A refresher on null hypothesis testing

Let’s begin with a quick recap of assessments of experiments using null hypothesis testing (NHT). Here is the process in a nutshell:

Before the test begins, we must decide how long an experiment will run. NHT does not allow multiple evaluations of ongoing results, so we have to set a cut-off time. Why exactly can’t we peek? Some great blog posts explain the reasons already, but it comes down to the fact that peeking reduces specificity (increases the risk of false positives). Even a few peeks can increase error rates to 3-4x the intended rate. I discuss some statistical solutions to this issue in the first post of the series.
The proper way to do it is by estimating the sample size required, which is a function of the certainty levels we want to achieve and the characteristics of the metric of interest. This is referred to as “power analysis”, and a bunch of calculators online help do the maths associating these factors, though it’s simple enough that you can easily code it up in a spreadsheet.
Once we have the sample size, we know the time it will take to run the experiment, and the experiment can begin.

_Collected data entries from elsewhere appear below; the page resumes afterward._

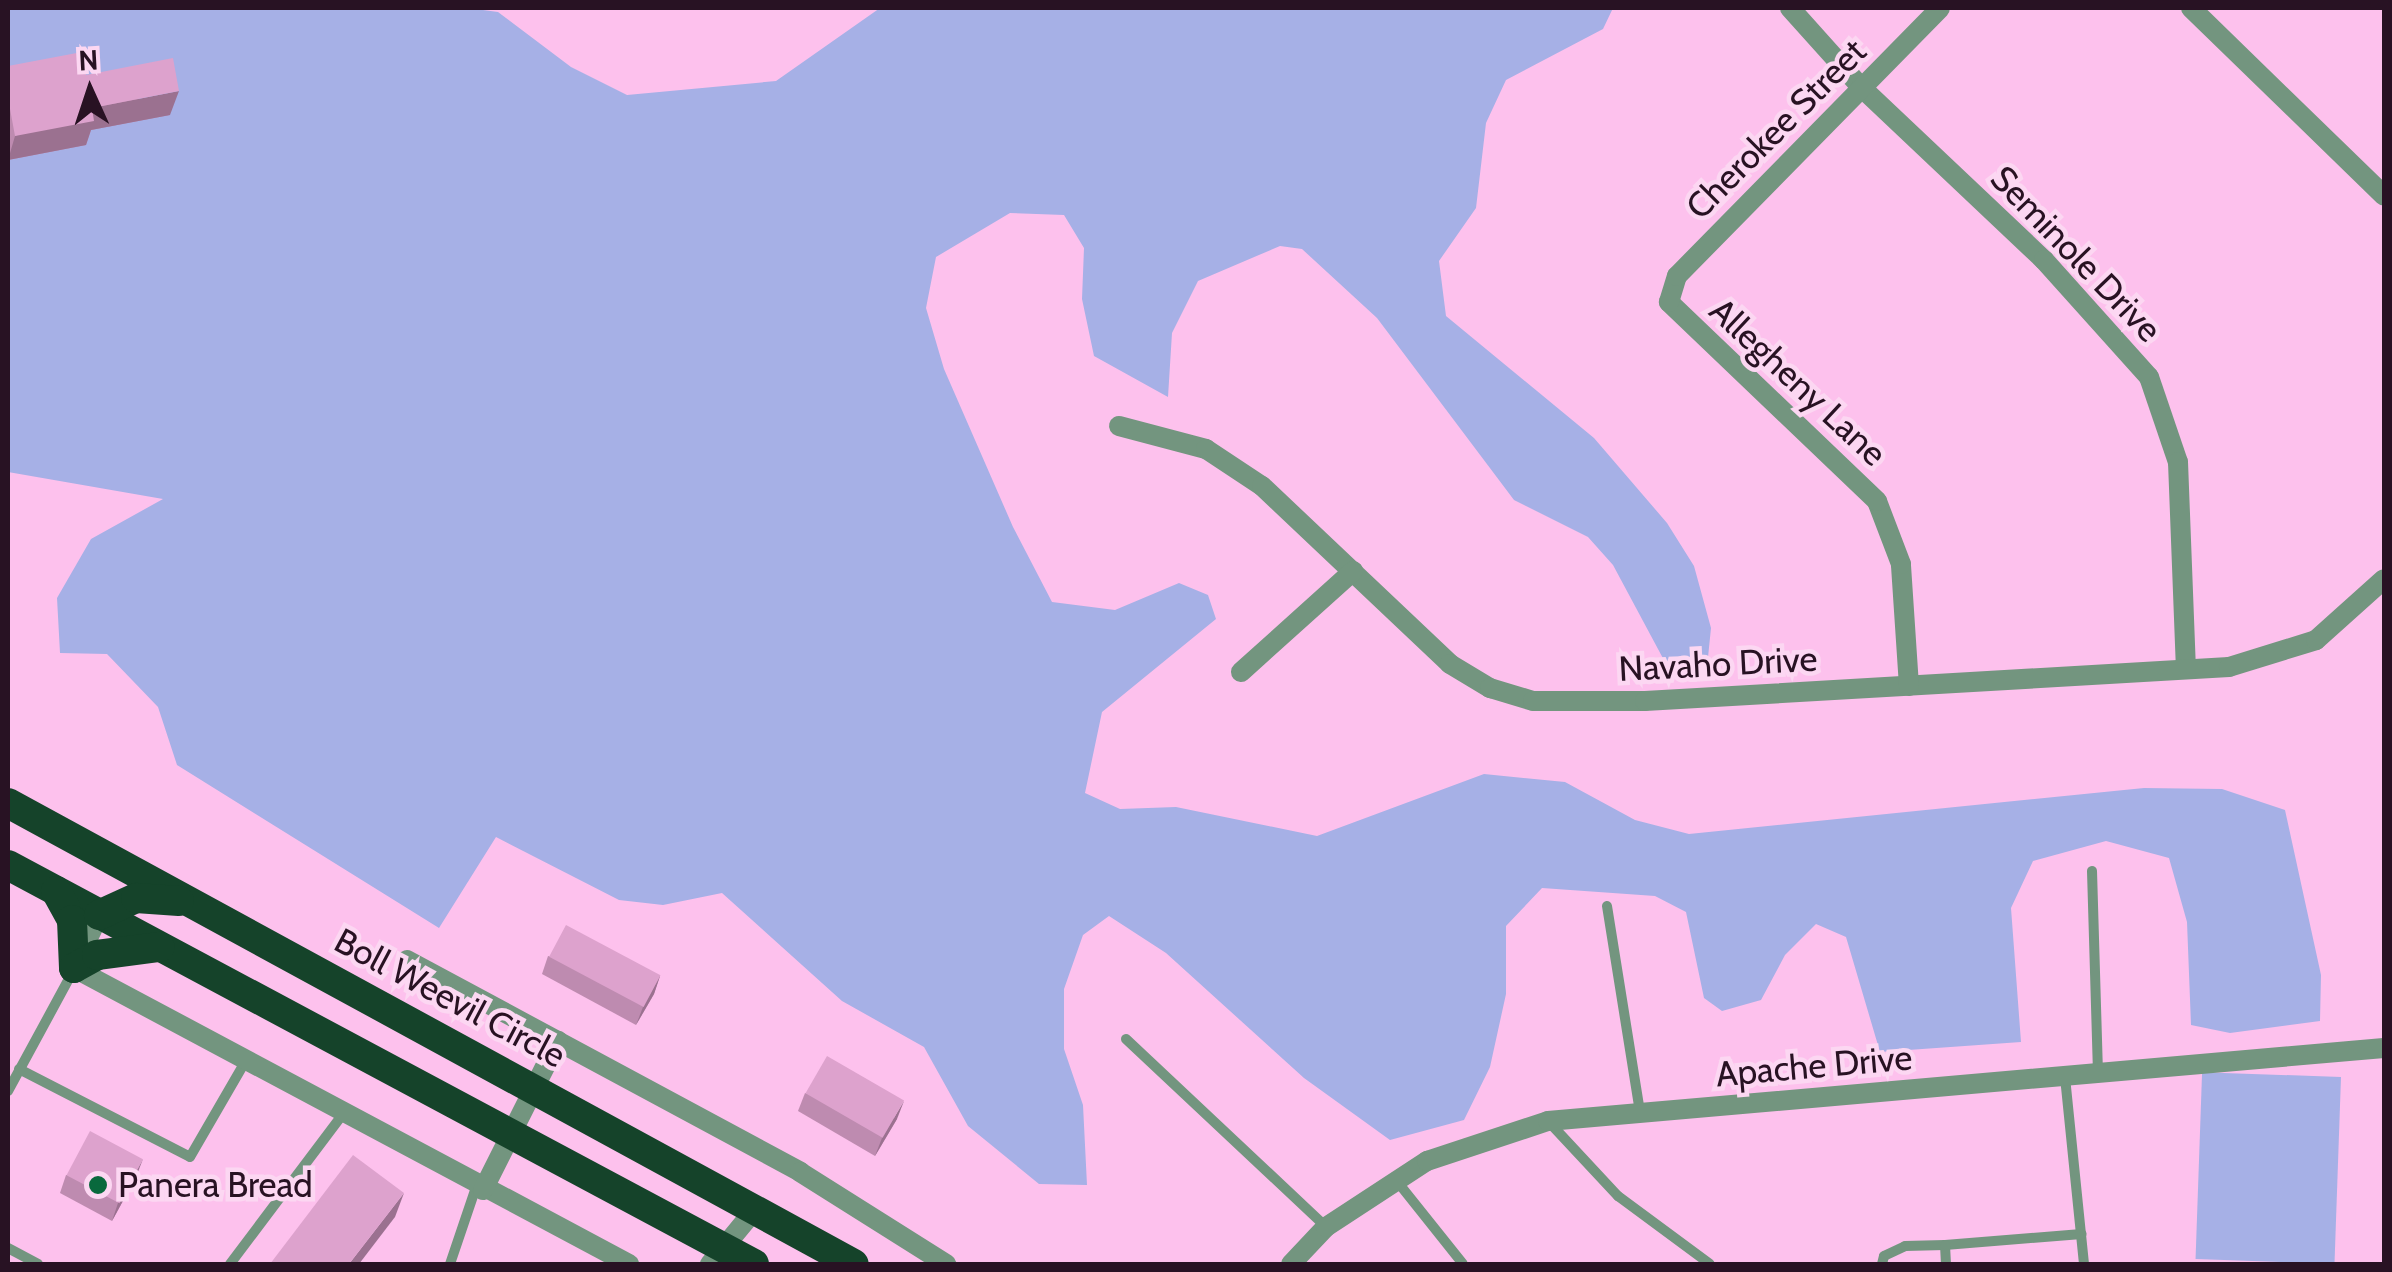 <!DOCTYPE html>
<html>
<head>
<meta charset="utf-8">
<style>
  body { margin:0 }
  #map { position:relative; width:2392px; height:1272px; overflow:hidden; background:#fdc1ed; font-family:Cabin,sans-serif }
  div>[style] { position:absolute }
  .green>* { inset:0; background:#a6b0e6; transform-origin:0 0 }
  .lane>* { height:10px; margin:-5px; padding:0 5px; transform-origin:5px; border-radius:5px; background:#73957f }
  .street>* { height:20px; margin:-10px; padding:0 10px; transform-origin:10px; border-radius:10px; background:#73957f }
  .highway>* { height:30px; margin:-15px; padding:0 15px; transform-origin:15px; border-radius:15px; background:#15432a }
  .wall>* { inset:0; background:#be8bb0 }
  .shaded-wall>* { inset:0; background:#9b7190 }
  .building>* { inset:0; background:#dda2cd; transform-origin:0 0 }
  .dots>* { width:28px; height:28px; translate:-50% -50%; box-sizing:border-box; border:5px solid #fcd7f2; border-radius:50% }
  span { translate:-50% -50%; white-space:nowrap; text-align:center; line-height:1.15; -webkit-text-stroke:9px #fcd7f2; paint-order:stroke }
  .street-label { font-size:35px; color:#281223 }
  .poi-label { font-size:35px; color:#281223 }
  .left { translate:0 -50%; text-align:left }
  .frame { position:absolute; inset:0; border:10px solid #281223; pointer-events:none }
  .north { position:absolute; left:40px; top:40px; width:100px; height:100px; -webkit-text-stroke:8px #fcd7f2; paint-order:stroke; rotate:357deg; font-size:28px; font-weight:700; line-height:40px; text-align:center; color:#281223 }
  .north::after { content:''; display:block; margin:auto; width:35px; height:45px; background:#281223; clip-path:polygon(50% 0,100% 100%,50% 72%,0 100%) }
</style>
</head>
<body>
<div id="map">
  <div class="green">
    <div style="clip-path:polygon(8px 8px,468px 8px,498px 12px,571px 67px,627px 95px,776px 81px,880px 8px,1613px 8px,1603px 29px,1506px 80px,1486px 123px,1476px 208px,1439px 261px,1446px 316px,1594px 438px,1667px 523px,1694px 566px,1711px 628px,1706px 677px,1673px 677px,1613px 565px,1588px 537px,1514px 500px,1377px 318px,1302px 249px,1280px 246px,1198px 281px,1172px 333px,1168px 397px,1094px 356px,1082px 299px,1084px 248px,1064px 215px,1010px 213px,936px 257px,926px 308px,944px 369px,1013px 527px,1052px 602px,1115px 610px,1179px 583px,1208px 595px,1216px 619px,1102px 712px,1085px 793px,1120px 809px,1176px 807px,1317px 836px,1484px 774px,1565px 782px,1635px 820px,1689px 834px,2144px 788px,2222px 789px,2285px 810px,2321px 975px,2320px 1021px,2230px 1033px,2191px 1025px,2187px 922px,2169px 858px,2106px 841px,2033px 861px,2011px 908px,2021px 1042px,1880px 1052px,1846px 937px,1816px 924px,1785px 955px,1761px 1000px,1722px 1011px,1704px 998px,1686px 912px,1655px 896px,1542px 888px,1506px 926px,1506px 994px,1490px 1067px,1464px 1120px,1390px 1140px,1304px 1078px,1166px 953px,1109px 916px,1083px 935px,1064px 989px,1064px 1049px,1083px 1105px,1087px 1185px,1039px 1184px,968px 1126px,924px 1047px,842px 1001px,722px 893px,663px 905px,619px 900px,496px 837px,439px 928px,177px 765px,158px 707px,107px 654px,60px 653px,57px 598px,91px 539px,163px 499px,8px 472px)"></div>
    <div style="left:2341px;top:1077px;width:187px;height:139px;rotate:92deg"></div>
  </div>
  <div class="lane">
    <div style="left:2092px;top:871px;width:203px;rotate:88.3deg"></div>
    <div style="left:1607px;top:906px;width:210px;rotate:80.9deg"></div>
    <div style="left:1126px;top:1039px;width:274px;rotate:43.2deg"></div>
    <div style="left:19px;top:1069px;width:192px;rotate:27.2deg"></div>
    <div style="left:190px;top:1157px;width:110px;rotate:-59.9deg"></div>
    <div style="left:2065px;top:1077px;width:188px;rotate:84.2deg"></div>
    <div style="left:8px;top:1091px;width:134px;rotate:-61.5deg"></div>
    <div style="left:1548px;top:1121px;width:103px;rotate:47deg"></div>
    <div style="left:1618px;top:1196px;width:114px;rotate:36.5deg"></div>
    <div style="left:1396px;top:1180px;width:107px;rotate:51.4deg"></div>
    <div style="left:1945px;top:1245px;width:137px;rotate:-4.6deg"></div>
    <div style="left:8px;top:1248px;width:34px;rotate:28deg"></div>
    <div style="left:230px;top:1264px;width:188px;rotate:-53deg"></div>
    <div style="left:450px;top:1264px;width:81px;rotate:-71.3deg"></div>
    <div style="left:1882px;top:1264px;width:8px;rotate:-76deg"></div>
    <div style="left:1884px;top:1256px;width:23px;rotate:-25deg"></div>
    <div style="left:1905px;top:1246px;width:40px;rotate:-1.4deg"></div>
    <div style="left:1945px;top:1245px;width:19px;rotate:87deg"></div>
  </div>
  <div class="street">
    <div style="left:1790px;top:8px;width:106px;rotate:48.1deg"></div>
    <div style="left:1861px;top:87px;width:252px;rotate:43.4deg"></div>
    <div style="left:2044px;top:260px;width:157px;rotate:48.1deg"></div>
    <div style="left:2149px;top:377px;width:90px;rotate:71.2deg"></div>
    <div style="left:2178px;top:462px;width:207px;rotate:87.8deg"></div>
    <div style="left:2191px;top:8px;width:269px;rotate:44.2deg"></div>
    <div style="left:1119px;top:426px;width:90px;rotate:14.8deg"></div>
    <div style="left:1206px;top:449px;width:67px;rotate:33.5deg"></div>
    <div style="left:1262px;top:486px;width:259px;rotate:43.4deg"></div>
    <div style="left:1450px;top:664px;width:47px;rotate:31deg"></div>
    <div style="left:1490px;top:688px;width:45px;rotate:16.8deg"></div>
    <div style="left:1533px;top:701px;width:112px"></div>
    <div style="left:1645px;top:701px;width:585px;rotate:-3.33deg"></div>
    <div style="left:2229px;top:667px;width:91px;rotate:-17.2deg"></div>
    <div style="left:2316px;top:640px;width:91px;rotate:-41.9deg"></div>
    <div style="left:1241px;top:672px;width:151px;rotate:-42deg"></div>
    <div style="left:1909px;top:686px;width:122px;rotate:-93.8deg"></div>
    <div style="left:1901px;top:564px;width:67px;rotate:-110.9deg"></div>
    <div style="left:1877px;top:501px;width:288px;rotate:-136.3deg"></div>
    <div style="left:1669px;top:302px;width:27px;rotate:-73deg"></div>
    <div style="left:1677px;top:276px;width:375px;rotate:-45.5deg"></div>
    <div style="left:99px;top:915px;width:59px;rotate:115.3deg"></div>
    <div style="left:74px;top:968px;width:629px;rotate:28.07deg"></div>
    <div style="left:407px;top:960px;width:447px;rotate:28.3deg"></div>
    <div style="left:800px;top:1172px;width:173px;rotate:32.2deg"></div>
    <div style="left:483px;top:1190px;width:167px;rotate:-63.3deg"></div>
    <div style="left:710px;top:1264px;width:74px;rotate:-50.5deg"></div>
    <div style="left:1291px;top:1264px;width:51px;rotate:-46.6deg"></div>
    <div style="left:1326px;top:1227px;width:121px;rotate:-33.2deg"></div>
    <div style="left:1427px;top:1161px;width:127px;rotate:-18.3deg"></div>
    <div style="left:1548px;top:1121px;width:839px;rotate:-4.99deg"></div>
  </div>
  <div class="highway">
    <div style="left:8px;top:803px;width:963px;rotate:28.59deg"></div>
    <div style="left:8px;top:865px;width:846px;rotate:28.14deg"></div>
    <div style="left:56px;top:891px;width:33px;rotate:61deg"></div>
    <div style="left:72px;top:920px;width:48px;rotate:87.6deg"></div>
    <div style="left:99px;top:915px;width:41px;rotate:-24.7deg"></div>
    <div style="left:136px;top:898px;width:43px;rotate:4deg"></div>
    <div style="left:74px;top:968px;width:26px;rotate:-29deg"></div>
    <div style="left:97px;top:955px;width:63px;rotate:-7.4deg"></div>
  </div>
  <div class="wall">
    <div style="clip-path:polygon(8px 66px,86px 75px,170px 115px,91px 130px,86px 145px,8px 160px)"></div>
    <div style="clip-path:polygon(548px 956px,660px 976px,654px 994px,636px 1025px,542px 974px)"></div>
    <div style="clip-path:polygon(805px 1093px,897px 1119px,875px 1156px,798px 1111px)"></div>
    <div style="clip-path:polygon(66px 1175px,136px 1177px,112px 1221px,60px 1193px)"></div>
  </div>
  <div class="shaded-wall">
    <div style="clip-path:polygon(179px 91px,170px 115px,91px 130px,86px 145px,8px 160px,15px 136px,92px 108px)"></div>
    <div style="clip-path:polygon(660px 976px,654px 994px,636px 1025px,643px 1007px)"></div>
    <div style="clip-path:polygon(904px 1101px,897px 1119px,875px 1156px,882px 1138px)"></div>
    <div style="clip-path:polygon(143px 1159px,136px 1177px,112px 1221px,118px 1203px)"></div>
    <div style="clip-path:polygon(404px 1193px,395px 1217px,359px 1264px,349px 1264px)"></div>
  </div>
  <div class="building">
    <div style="clip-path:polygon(82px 52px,86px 75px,173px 58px,179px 91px,92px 108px,94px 121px,15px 136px,8px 98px,8px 66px)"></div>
    <div style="left:566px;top:925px;width:107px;height:36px;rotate:28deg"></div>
    <div style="left:827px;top:1056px;width:89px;height:43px;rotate:30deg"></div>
    <div style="left:90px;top:1131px;width:60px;height:50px;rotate:28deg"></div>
    <div style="clip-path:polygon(353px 1155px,404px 1193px,349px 1264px,270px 1264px)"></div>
  </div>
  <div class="dots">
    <div style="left:98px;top:1185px;background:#09693d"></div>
  </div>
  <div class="street-label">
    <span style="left:1776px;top:129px;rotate:-45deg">Cherokee Street</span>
    <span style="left:2076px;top:254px;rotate:46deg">Seminole Drive</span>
    <span style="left:1798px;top:382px;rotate:43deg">Allegheny Lane</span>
    <span style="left:1718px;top:664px;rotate:-3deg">Navaho Drive</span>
    <span style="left:450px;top:998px;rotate:28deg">Boll Weevil Circle</span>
    <span style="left:1814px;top:1066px;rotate:-5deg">Apache Drive</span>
  </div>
  <div class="poi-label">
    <span class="left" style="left:118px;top:1185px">Panera Bread</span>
  </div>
  <div class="frame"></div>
  <div class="north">N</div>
</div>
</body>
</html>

Four factors express the certainty levels and the characteristics of the metric of interest:

Desired sensitivity level. This is also known as power or 1 – Type II error rate ( $1 - \beta$ ). It represents the true positive rate, i.e., the probability that the test will declare a difference between two variants when an actual difference exists between them. Usually, it is set to $1 - \beta = 0.8$ . The higher the sensitivity rate, the more data is required.
Desired specificity level, which represents the true negative rate. Typically, this is expressed as 1 – specificity, i.e., the error rate at which you declare variants in your experiment as different when they are the same. This is commonly referred to as the Type I error rate, a.k.a. statistical significance level $\alpha$ . The most common values used are $\alpha=0.05, 0.1$ . The higher the specificity level (the lower the error rate), the more data is required.
Minimum detectable effect (MDE) – the true effect size (difference in underlying populations) at which we want to achieve the specificity and sensitivity levels. Detecting a difference of 10% requires less data than detecting a difference of 1%. MDE typically depends on the expected impact of the change tested.
The variance of the metric. The more natural noise in the metric, the more data we need to differentiate the signal arising from the differences in the tested variants vs. the noise. In practice, variance is estimated using historical data of the metric of interest.

Now, let’s get into the challenges and misconceptions.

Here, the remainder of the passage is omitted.